The bioBakery help forum

Phylophan and Binned fasta

Is it possible to use Phylophlan 3 with Metabat2 binned fasta from de novo bacterial genome assembly? Is there any specifical command or tutorial for this kind of situation?

Hi there, please have a look at the tutorials here: PhyloPhlAn3 · biobakery/biobakery Wiki · GitHub and in particular, you might be interested in:

If you should need more details about configurations and parameters you can refer to the PhyloPhlAn wiki here: Home · biobakery/phylophlan Wiki · GitHub

I hope these are of help.

Many thanks,

Thanks a lot for you support.
I am trying to use the tutorial on Metagenomic application.
I locate my bin.fa in a folder called input_metagenomic but when I run these commands

 phylophlan_metagenomic \
     -i input_metagenomic \
     -o output_metagenomic \
     --nproc 4 \
     -n 1 \
     -d SGB.Jan19 \
    --verbose 2>&1 | tee phylophlan_metagenomic.log

I get the following error result:

Traceback (most recent call last):
  File "/opt/miniconda3/envs/phylophlan-2020.5/bin/phylophlan_metagenomic", line 7, in <module>
    from phylophlan.phylophlan_metagenomic import phylophlan_metagenomic
  File "/opt/miniconda3/envs/phylophlan-2020.5/lib/python3.8/site-packages/phylophlan/", line 29, in <module>
    import pandas as pd
  File "/opt/miniconda3/envs/phylophlan-2020.5/lib/python3.8/site-packages/pandas/", line 29, in <module>
    from pandas._libs import hashtable as _hashtable, lib as _lib, tslib as _tslib
  File "/opt/miniconda3/envs/phylophlan-2020.5/lib/python3.8/site-packages/pandas/_libs/", line 13, in <module>
    from pandas._libs.interval import Interval
  File "pandas/_libs/interval.pyx", line 1, in init pandas._libs.interval
ValueError: numpy.ndarray size changed, may indicate binary incompatibility.
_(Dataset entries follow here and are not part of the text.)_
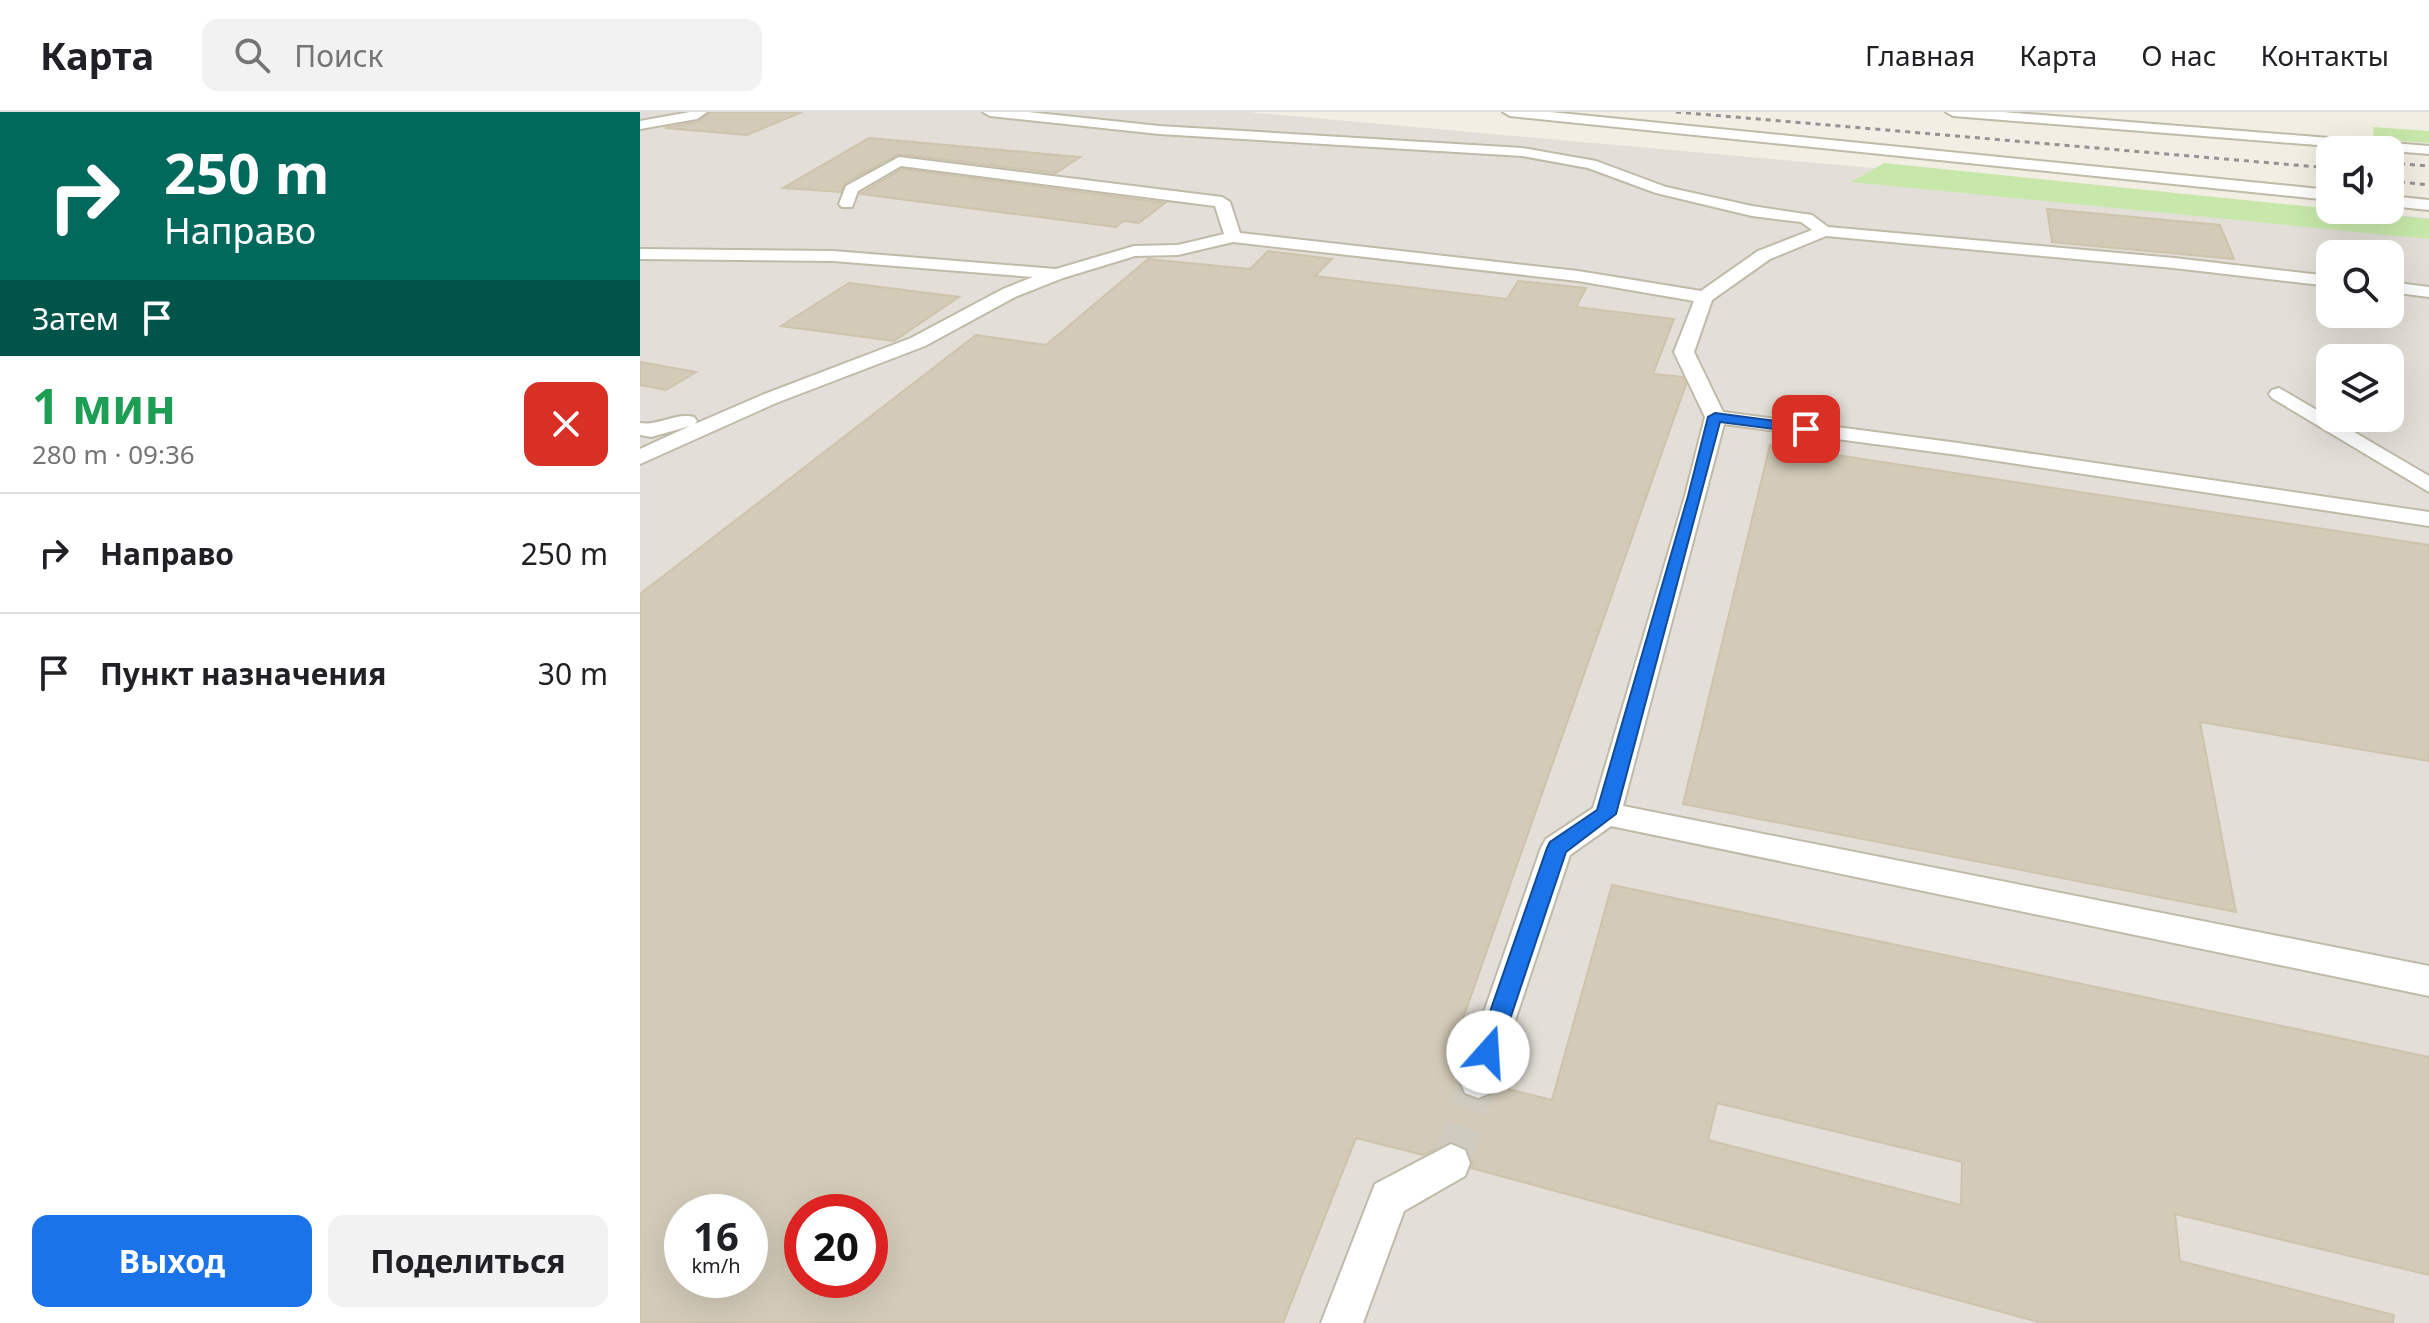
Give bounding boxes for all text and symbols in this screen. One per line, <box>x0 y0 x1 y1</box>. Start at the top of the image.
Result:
search box <box>202 19 762 91</box>
text: Карта <box>40 29 154 81</box>
icon: search <box>230 33 274 77</box>
text: Поиск <box>294 35 383 76</box>
text: Главная <box>1865 36 1975 74</box>
text: Карта <box>2019 36 2097 74</box>
text: О нас <box>2141 36 2217 74</box>
text: Контакты <box>2261 36 2389 74</box>
text: 250 m <box>164 134 329 210</box>
map controls <box>2316 136 2404 432</box>
button: sound <box>2316 136 2404 224</box>
icon: right <box>32 144 136 248</box>
text: Направо <box>164 206 316 255</box>
button: search <box>2316 240 2404 328</box>
icon: arrive <box>135 296 179 340</box>
text: Затем <box>32 298 119 339</box>
button: layers <box>2316 344 2404 432</box>
text: 1 мин <box>32 373 176 438</box>
button: close <box>524 382 608 466</box>
pin <box>1772 395 1840 463</box>
icon: arrive <box>1784 407 1828 451</box>
text: 280 m · 09:36 <box>32 436 195 472</box>
icon: right <box>32 531 76 575</box>
text: Направо <box>100 533 234 574</box>
text: 250 m <box>521 533 608 574</box>
icon: arrive <box>32 651 76 695</box>
text: Пункт назначения <box>100 653 386 694</box>
text: 30 m <box>538 653 608 694</box>
position arrow <box>1446 1010 1530 1094</box>
speed limit sign: 20 <box>784 1194 888 1298</box>
text: 16 <box>693 1208 739 1263</box>
button: Выход <box>32 1215 312 1307</box>
button: Поделиться <box>328 1215 608 1307</box>
text: km/h <box>691 1252 741 1279</box>

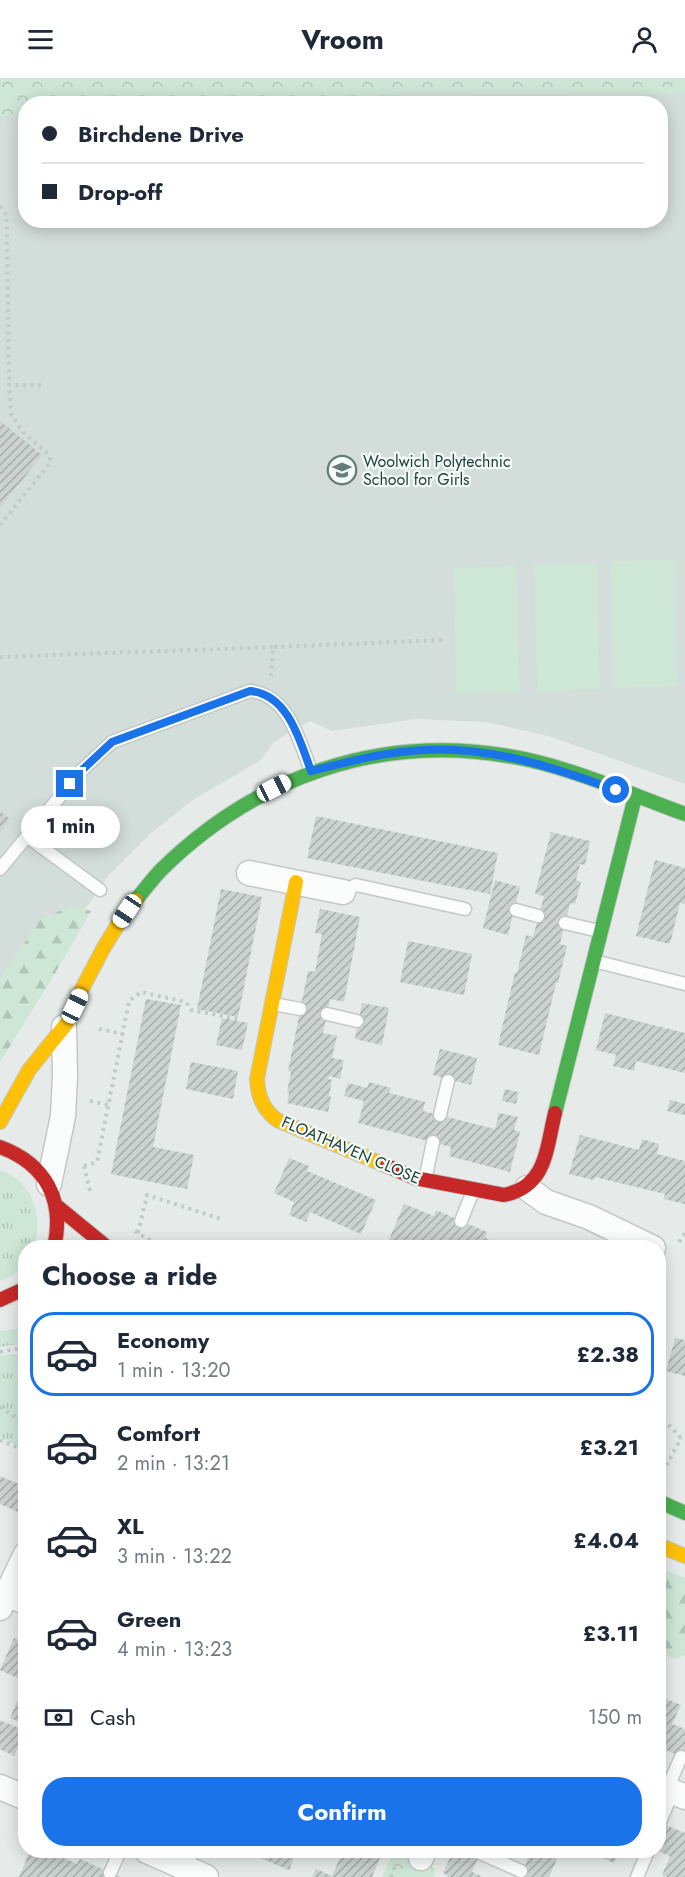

Expected 88 from C header, got 80 from PyObject

Thanks for reporting this. I don’t think it is related to PhyloPhlAn, and from a quick search, it seems it could be related to the numpy library. Can you try re-installing numpy in the phylophlan-2020.5 env?

Thanks, Francesco

Thanks a lot Francesco for your support, no it is working but I am getting another error…maybe because as reference I have only one species

  File "/opt/miniconda3/envs/phylophlan-2020.5/bin/phylophlan", line 10, in <module>
  File "/opt/miniconda3/envs/phylophlan-2020.5/lib/python3.8/site-packages/phylophlan/", line 3200, in phylophlan_main
    standard_phylogeny_reconstruction(project_name, configs, args, db_dna, db_aa)
  File "/opt/miniconda3/envs/phylophlan-2020.5/lib/python3.8/site-packages/phylophlan/", line 3005, in standard_phylogeny_reconstruction
    all_inputs = (os.path.splitext(os.path.basename(i))[0] for i in input_faa_clean)
UnboundLocalError: local variable 'input_faa_clean' referenced before assignment

Hi, the error you posted:

is not from phylophlan_metagenomic though. This I think is coming from phylophlan, correct?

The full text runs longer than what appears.